DATA Step, Macro, Functions and more

How can I keep only the last 10 observations once an if condition is met?

Accepted Solution Solved
Reply
Occasional Contributor
Posts: 5
Accepted Solution

How can I keep only the last 10 observations once an if condition is met?

I would like to modify the below code so that in addition to keeping the observation that meets the if condition it also keeps the 10 observations preceding it. How can I do this? Thanks.

Data want;
set have;
if TrendDown=1 and ck1=1 and ck2=1 then Trend='Down';
if TrendUp=1 and ck1=1 and ck2=1 then Trend='Up';
if Trend='Up' or Trend='Down';
run;


Accepted Solutions
Solution
‎08-18-2014 03:27 PM
Trusted Advisor
Posts: 1,228

Re: How can I keep only the last 10 observations once an if condition is met?

data want;
set have;
cnt+1;
a=1;
if ck1=1 and ck2=1 and (TrendDown=1 or TrendUp=1) then do;
flag=1;
if cnt>0 and flag=1 then cutoff=cnt;
end;
lg=cnt-lag(cutoff);
if lg=1 then grp+a;
run;

proc sql;
create table done(drop=a lg cnt flag cutoff)  as
select * from want
group by grp
having cnt between max(cutoff)-10 and max(cutoff)
order by grp,cnt;
quit;

proc print data=done;
run;

View solution in original post


All Replies
Super Contributor
Posts: 297

Re: How can I keep only the last 10 observations once an if condition is met?

Hi BettyA,

although the question sounds relative simple, it is not that easy because a datastep goes throug af dataset row-wise, and it is cumbersome to construct code that remember the last 10 observations.

Though, it is possible with some tricks.

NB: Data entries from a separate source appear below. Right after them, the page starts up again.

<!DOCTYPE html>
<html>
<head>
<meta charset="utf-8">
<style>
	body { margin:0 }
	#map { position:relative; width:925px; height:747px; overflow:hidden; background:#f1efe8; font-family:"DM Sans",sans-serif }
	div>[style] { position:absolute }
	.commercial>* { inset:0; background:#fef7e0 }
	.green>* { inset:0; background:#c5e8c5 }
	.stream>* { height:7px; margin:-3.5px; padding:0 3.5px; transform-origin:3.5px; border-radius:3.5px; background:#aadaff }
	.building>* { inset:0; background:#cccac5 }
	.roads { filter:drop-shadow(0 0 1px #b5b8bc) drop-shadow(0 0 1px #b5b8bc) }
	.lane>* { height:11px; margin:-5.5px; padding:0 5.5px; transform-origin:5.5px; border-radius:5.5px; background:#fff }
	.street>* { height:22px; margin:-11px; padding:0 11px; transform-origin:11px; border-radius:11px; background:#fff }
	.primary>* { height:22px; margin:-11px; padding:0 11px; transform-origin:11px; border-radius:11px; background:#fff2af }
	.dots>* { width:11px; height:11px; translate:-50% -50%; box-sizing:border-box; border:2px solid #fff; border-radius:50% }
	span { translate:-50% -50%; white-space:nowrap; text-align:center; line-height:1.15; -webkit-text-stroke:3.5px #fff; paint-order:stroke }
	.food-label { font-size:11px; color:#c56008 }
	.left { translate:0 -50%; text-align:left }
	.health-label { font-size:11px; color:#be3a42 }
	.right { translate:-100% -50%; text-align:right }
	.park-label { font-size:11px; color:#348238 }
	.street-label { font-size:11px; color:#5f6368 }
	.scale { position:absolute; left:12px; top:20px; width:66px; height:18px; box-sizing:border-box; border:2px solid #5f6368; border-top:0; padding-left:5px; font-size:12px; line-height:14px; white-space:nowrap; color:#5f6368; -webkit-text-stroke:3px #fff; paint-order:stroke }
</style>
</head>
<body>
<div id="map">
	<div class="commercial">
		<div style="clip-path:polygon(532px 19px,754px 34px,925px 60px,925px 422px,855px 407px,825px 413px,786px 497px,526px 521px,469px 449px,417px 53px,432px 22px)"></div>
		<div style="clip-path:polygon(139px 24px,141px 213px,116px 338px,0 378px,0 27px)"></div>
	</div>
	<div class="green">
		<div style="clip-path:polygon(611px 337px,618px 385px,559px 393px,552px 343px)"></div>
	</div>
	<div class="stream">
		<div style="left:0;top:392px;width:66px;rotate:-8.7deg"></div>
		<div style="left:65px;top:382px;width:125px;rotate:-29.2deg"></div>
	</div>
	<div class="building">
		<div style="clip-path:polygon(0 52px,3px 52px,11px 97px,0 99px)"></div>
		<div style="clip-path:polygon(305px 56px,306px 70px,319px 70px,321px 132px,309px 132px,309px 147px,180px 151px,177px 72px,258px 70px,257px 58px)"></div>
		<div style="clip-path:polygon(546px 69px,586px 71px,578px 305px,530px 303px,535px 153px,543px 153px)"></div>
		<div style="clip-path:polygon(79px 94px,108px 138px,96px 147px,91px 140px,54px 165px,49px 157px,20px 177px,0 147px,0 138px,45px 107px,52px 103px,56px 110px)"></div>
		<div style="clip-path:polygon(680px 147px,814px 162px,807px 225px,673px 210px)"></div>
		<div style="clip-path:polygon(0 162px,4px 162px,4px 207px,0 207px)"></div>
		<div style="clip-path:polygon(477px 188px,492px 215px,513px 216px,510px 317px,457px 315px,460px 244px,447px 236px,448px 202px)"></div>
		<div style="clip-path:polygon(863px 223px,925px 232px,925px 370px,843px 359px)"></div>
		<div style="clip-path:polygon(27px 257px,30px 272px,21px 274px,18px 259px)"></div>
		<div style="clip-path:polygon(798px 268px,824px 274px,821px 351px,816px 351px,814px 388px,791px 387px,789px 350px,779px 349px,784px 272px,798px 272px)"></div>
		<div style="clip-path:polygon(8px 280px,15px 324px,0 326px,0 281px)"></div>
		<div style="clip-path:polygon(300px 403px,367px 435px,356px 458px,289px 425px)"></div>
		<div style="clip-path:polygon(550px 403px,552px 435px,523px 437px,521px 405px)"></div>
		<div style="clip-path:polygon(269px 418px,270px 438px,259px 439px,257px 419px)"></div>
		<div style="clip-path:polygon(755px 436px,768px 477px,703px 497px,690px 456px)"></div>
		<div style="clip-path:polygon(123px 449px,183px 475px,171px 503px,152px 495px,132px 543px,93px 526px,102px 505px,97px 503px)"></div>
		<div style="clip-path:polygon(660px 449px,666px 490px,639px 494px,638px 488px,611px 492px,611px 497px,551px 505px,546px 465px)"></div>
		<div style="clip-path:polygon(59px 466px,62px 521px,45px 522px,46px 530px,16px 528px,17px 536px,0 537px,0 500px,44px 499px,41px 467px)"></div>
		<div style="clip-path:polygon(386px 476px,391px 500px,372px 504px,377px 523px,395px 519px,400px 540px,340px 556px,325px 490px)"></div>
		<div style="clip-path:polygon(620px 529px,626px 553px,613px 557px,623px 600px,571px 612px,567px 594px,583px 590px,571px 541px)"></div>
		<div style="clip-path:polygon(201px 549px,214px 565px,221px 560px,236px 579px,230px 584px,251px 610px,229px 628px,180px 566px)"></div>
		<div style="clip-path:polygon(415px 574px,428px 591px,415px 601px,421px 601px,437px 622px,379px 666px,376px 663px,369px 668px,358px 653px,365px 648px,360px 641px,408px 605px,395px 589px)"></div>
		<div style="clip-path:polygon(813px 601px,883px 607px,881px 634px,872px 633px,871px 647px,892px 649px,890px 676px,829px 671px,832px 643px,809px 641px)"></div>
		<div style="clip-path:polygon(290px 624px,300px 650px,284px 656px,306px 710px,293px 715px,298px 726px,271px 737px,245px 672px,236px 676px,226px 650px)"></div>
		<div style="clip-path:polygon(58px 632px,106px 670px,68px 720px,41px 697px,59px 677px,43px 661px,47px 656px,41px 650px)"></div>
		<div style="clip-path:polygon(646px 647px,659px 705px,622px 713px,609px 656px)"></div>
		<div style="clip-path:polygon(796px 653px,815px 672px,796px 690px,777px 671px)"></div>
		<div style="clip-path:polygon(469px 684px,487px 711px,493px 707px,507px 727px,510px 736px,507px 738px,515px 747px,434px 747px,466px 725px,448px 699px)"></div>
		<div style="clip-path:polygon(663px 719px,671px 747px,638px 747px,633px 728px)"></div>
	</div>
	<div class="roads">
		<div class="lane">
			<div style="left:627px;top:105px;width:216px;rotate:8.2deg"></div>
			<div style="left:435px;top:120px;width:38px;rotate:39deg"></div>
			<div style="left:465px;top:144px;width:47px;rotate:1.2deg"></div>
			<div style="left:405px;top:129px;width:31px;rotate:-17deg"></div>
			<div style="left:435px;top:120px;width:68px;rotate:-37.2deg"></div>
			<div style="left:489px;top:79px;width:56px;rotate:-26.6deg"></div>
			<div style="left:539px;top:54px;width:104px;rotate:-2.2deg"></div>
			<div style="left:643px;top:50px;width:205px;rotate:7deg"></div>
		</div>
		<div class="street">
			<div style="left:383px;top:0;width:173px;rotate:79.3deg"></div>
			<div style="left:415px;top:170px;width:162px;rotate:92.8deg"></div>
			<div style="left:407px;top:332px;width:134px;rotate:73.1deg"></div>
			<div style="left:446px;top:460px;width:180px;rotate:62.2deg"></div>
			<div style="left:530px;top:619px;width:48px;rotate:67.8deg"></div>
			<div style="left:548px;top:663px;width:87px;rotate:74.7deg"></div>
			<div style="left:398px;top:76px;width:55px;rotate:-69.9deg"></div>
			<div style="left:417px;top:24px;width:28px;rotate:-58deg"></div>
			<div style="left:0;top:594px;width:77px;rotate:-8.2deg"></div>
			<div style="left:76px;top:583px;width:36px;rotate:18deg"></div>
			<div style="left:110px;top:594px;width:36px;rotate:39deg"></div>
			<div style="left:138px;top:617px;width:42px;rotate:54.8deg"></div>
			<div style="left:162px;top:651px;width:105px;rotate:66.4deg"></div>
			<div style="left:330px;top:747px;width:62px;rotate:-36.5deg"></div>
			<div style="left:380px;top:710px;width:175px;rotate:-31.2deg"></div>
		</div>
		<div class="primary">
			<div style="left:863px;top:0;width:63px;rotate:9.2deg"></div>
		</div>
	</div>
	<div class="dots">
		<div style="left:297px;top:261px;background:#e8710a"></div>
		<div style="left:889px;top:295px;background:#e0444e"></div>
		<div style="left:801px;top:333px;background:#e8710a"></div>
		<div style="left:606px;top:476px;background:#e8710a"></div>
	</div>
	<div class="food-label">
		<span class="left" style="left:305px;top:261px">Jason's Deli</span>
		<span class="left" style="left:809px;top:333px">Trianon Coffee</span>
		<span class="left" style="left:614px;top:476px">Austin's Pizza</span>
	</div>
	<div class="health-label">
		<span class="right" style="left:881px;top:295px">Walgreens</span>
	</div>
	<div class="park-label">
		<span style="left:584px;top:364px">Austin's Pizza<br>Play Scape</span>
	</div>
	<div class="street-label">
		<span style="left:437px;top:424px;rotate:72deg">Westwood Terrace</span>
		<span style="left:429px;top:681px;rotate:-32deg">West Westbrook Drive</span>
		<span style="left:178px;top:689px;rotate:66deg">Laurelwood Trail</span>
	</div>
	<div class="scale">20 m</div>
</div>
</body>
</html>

In this example I make a dataset with one variables that Counts from 1 to 100. if Count is between 20 and 30 or between 60 and 70 then I keep the observations, and also I keep it if at least one of the 10 preceding observations fulfull the same criteria.

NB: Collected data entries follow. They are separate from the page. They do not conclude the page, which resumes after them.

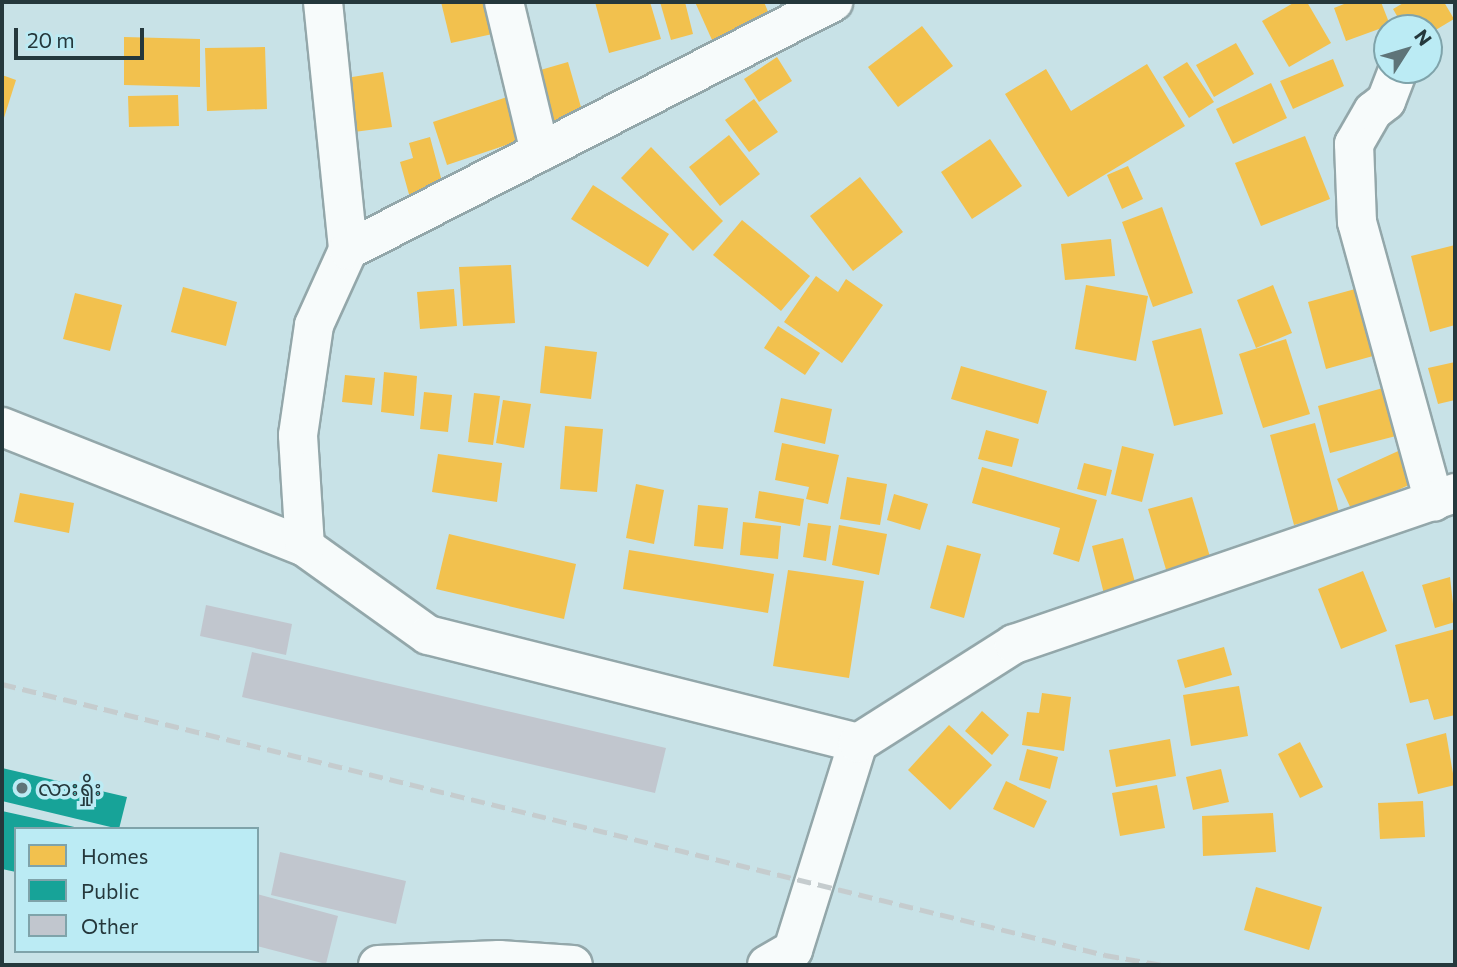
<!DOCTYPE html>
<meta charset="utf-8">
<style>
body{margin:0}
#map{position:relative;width:1457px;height:967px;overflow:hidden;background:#c8e2e7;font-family:Commissioner,"Noto Sans Myanmar",sans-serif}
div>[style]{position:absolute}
.homes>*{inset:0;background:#f2c14e}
.public>*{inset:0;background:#17a398}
.building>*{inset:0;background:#c1c6ce}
.roads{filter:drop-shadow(2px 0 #93a7aa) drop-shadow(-2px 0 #93a7aa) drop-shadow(0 2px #93a7aa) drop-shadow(0 -2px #93a7aa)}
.minor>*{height:38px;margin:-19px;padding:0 19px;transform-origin:19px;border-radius:19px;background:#f7fbfb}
.rail>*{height:5px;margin-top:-2.5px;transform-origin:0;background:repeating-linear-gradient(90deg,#c5ccce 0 14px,transparent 0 21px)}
.dots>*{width:19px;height:19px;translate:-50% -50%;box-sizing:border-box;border:4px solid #bbebf4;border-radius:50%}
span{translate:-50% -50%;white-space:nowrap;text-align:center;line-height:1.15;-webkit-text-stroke:7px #bbebf4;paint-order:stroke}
.poi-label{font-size:21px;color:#25383c}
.left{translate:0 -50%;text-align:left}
.frame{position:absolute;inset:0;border:4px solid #25383c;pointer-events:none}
.legend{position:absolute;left:14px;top:827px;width:245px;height:126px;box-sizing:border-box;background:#bbebf4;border:2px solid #7fa3aa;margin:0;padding:9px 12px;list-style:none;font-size:21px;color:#25383c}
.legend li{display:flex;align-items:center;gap:14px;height:35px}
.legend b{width:35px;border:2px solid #7fa3aa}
.north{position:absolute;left:1373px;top:14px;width:70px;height:70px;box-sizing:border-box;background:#bbebf4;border:2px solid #7fa3aa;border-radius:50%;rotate:53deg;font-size:19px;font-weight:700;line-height:28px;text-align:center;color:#25383c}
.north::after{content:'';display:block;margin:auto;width:24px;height:32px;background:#5e7478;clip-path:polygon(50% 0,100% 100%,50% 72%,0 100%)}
.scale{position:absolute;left:14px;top:28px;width:130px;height:32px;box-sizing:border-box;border:4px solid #25383c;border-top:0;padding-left:9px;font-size:21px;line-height:24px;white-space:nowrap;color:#25383c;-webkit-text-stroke:5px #bbebf4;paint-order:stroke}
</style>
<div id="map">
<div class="homes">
<i style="clip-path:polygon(441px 2px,495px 2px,502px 32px,451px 43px)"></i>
<i style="clip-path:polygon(595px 2px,650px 2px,661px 39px,609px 53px)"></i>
<i style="clip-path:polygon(660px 2px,685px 2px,693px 34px,671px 40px)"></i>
<i style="clip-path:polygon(695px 2px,764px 2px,769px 14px,712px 40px)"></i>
<i style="clip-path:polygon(1295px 2px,1307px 2px,1331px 43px,1289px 67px,1262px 21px)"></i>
<i style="clip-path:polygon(1349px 2px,1381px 2px,1390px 25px,1346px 41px,1334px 8px)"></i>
<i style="clip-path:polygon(1405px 2px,1444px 2px,1454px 19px,1429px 34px,1429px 28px,1404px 28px,1393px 9px)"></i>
<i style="clip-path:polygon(922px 26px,953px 66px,898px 107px,868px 67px)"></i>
<i style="clip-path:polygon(124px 37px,200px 39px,200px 87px,124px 85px)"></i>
<i style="clip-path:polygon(1236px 43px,1254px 74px,1214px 97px,1196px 65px)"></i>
<i style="clip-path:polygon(265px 47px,267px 109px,207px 111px,205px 48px)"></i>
<i style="clip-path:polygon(777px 57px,792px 81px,759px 102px,744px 79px)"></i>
<i style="clip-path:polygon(1333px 59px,1344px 86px,1293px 109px,1280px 81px)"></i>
<i style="clip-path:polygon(568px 62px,585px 121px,553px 130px,537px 71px)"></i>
<i style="clip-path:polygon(1187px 62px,1214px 102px,1189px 118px,1163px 77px)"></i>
<i style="clip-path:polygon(1147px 64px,1185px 126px,1068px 197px,1005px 94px,1046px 69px,1071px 111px)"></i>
<i style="clip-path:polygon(383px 72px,392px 127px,354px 132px,346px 78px)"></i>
<i style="clip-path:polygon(2px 75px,16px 80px,2px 124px)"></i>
<i style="clip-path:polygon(1271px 83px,1287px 118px,1233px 144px,1216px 109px)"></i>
<i style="clip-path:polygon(178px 95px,179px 126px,129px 127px,128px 96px)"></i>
<i style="clip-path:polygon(507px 97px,521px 140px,447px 165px,433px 122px)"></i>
<i style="clip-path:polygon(754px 99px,778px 132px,749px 152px,725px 120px)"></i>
<i style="clip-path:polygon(729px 135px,760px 174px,720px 206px,689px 167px)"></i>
<i style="clip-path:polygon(1305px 136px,1330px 199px,1261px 226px,1235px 163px)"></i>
<i style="clip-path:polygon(430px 137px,444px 189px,410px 198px,400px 162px,413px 158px,409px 143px)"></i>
<i style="clip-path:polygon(990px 139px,1022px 186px,972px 219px,941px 172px)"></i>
<i style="clip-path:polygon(651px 147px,723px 221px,693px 251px,621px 178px)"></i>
<i style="clip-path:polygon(1128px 166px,1143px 199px,1122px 209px,1107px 175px)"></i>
<i style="clip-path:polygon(860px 177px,903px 232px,853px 271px,810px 216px)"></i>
<i style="clip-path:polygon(593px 185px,669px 234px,648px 267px,571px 219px)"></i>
<i style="clip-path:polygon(1162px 207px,1193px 293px,1153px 307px,1122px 222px)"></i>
<i style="clip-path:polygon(742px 220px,810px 276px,781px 311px,713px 255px)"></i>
<i style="clip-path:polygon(1111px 239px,1115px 276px,1065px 280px,1061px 244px)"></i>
<i style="clip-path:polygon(1455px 245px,1455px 325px,1430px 332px,1411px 256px)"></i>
<i style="clip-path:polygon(511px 265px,515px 323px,463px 326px,459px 267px)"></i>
<i style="clip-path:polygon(816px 276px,838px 292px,846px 279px,883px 305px,842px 363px,784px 322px)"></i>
<i style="clip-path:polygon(1086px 285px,1148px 296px,1136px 361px,1075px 349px)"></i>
<i style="clip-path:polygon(1273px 285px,1292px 333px,1256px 348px,1237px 300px)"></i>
<i style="clip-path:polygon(1366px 286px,1384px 353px,1326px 369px,1308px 302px)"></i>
<i style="clip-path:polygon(183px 287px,237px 302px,226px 346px,171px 332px)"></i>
<i style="clip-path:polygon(454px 289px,457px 326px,420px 329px,417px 292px)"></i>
<i style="clip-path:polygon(75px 293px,122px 305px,110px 351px,63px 339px)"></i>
<i style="clip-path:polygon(778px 326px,820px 353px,805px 375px,764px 348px)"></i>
<i style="clip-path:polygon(1201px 328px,1223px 414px,1174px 426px,1152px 341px)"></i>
<i style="clip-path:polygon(1286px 339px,1310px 414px,1263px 428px,1239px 354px)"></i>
<i style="clip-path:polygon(545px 346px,597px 352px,591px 399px,540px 393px)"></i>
<i style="clip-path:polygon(1455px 362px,1455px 400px,1438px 404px,1428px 368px)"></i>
<i style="clip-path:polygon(961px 366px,1047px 391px,1038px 424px,951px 399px)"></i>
<i style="clip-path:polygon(384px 372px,417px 376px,414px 416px,381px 412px)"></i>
<i style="clip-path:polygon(345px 375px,375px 378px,372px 405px,342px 402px)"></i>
<i style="clip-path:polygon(1383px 388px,1396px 436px,1330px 453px,1318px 406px)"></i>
<i style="clip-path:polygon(424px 392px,452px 395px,448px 432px,420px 429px)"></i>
<i style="clip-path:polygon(474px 393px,500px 396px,493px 445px,468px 442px)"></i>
<i style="clip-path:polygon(781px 398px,832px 409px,825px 444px,774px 432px)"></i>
<i style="clip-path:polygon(503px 400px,531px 404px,524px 448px,496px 443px)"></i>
<i style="clip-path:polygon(1315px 423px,1339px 513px,1294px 525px,1270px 435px)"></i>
<i style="clip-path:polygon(565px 426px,603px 429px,597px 492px,560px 489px)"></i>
<i style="clip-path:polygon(986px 430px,1019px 439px,1012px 467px,978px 459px)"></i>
<i style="clip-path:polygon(782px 443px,839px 455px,828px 504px,806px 499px,809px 487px,775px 480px)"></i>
<i style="clip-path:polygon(1122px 446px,1154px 454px,1142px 502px,1111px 494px)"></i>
<i style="clip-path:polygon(1407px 447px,1422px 479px,1352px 511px,1337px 479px)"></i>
<i style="clip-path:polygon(438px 454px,502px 463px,497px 502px,432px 492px)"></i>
<i style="clip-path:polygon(1084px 463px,1112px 470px,1106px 496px,1077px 489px)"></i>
<i style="clip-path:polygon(982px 467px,1097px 500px,1079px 562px,1053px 554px,1060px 528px,972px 503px)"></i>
<i style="clip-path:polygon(847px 477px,887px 484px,880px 525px,840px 519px)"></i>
<i style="clip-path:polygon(636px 484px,664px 490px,654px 544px,626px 538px)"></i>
<i style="clip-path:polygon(759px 491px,804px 499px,800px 526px,755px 518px)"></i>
<i style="clip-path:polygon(20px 493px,74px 503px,69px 533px,14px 522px)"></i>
<i style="clip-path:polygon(894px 494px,928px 504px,920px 530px,887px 520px)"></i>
<i style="clip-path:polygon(1192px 497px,1211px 560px,1167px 573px,1148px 509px)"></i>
<i style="clip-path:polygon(698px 505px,728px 508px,723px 549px,694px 546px)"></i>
<i style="clip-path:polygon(743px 522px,781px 526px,778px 559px,740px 555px)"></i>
<i style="clip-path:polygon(808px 523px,831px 526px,826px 561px,803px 557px)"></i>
<i style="clip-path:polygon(839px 525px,887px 534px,879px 575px,832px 565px)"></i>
<i style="clip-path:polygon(449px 534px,576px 564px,564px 619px,436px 589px)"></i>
<i style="clip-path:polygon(1123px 538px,1136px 586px,1104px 594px,1092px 546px)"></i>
<i style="clip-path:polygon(947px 545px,981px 554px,964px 618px,930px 608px)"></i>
<i style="clip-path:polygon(629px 550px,774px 574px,768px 613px,623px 589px)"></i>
<i style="clip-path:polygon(788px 570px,864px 581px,849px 678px,773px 666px)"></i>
<i style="clip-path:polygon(1363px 571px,1387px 631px,1341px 649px,1318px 589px)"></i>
<i style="clip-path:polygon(1450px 577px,1455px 622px,1435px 628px,1422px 585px)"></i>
<i style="clip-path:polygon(1455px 629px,1455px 715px,1434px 720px,1428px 699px,1410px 703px,1395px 645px)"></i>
<i style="clip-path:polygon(1224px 647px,1232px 675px,1185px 688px,1177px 660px)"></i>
<i style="clip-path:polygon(1239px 686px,1248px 736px,1191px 746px,1183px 695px)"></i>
<i style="clip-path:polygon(1042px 693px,1071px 697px,1064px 751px,1022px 745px,1027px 712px,1039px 713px)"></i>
<i style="clip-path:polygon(982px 711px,1009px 735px,992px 755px,965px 731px)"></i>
<i style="clip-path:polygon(949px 725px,992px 765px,950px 810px,908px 770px)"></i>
<i style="clip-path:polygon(1446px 733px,1455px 785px,1418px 794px,1406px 744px)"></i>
<i style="clip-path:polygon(1170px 739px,1176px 776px,1116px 787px,1109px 750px)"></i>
<i style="clip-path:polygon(1300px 742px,1323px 787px,1300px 798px,1278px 754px)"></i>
<i style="clip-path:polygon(1027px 749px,1058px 757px,1050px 789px,1019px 780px)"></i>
<i style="clip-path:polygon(1221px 769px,1229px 802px,1193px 810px,1186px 777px)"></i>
<i style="clip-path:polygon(1006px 781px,1047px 801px,1034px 828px,993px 809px)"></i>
<i style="clip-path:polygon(1157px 785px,1165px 828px,1120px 836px,1112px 793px)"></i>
<i style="clip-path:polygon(1423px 801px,1425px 837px,1380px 839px,1378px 803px)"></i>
<i style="clip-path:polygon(1273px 813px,1276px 852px,1203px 856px,1202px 816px)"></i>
<i style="clip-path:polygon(1256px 887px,1322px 907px,1309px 950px,1244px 930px)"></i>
</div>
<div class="public">
<i style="clip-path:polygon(2px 768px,127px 797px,119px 829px,2px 801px)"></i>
<i style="clip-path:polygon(2px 811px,79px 828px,79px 829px,16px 829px,16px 872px,2px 869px)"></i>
</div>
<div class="building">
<i style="clip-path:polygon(206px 605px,292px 624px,286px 655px,200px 636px)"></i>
<i style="clip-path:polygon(252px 652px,666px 748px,655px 793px,242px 697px)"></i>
<i style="clip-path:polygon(280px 852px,406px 881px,396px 924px,271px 895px)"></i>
<i style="clip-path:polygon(257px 894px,338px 916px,326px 964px,257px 946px)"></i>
</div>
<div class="roads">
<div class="minor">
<i style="left:323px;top:2px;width:249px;rotate:84.2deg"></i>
<i style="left:504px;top:2px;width:154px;rotate:76.5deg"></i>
<i style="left:1398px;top:70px;width:33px;rotate:111deg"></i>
<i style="left:1386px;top:101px;width:16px;rotate:142deg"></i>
<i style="left:1373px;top:111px;width:38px;rotate:120deg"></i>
<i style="left:1354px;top:144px;width:78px;rotate:87.8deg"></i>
<i style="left:1357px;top:222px;width:290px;rotate:74.6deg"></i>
<i style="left:2px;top:427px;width:326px;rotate:21.6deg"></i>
<i style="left:305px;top:547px;width:151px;rotate:35.6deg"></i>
<i style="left:428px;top:635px;width:443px;rotate:14.1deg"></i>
<i style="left:305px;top:547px;width:112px;rotate:-93.6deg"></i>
<i style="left:298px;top:435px;width:111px;rotate:-81.7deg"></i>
<i style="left:314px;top:325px;width:82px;rotate:-65.6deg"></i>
<i style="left:348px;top:250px;width:545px;rotate:-27.08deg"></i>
<i style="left:378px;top:965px;width:121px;rotate:-2.4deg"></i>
<i style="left:499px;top:960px;width:74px;rotate:3.9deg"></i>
<i style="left:767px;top:965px;width:30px;rotate:-30deg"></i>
<i style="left:793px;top:950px;width:217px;rotate:-72.6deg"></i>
<i style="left:858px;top:743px;width:185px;rotate:-32.4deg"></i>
<i style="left:1014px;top:644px;width:466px;rotate:-18.9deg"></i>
</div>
</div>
<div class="rail">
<i style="left:2px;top:684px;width:1136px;rotate:13.8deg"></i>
<i style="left:1105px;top:955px;width:58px;rotate:10deg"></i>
</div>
<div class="dots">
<i style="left:22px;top:788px;background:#5e7478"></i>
</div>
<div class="poi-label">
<span class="left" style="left:38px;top:788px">လားရှိုး</span>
</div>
<div class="frame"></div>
<ul class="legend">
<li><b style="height:19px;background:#f2c14e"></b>Homes</li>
<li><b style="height:19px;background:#17a398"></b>Public</li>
<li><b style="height:19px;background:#c1c6ce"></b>Other</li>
</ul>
<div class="north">N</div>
<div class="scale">20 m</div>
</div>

The trick I use is to use the "open" function to point onto the same dataset as I read from with set. Then I get the possibility to point on the observation I want to without keeping in memory the last 10 observations. There may be other methods that are easier. You can easily change the criteria to the one you have in your example.

data count_to_100;
  do count =1 to 100;output;
  end;
run;

data test;
  set count_to_100 ;
  retain dsid;
  if _N_=1 then dsid=open('count_to_100');
  keepobs=0;
  do i=max(1,_N_-11) to _N_;
    obsid=fetchobs(dsid,i);
if (20<=getvarn(dsid,1)<30)or(60<=getvarn(dsid,1)<70) then keepobs=1;
  end;
  if keepobs;
  drop i obsid dsid;
run;

Note: I have edited this a bit after I published it, to make it simpler.

Super User
Super User
Posts: 7,942

Re: How can I keep only the last 10 observations once an if condition is met?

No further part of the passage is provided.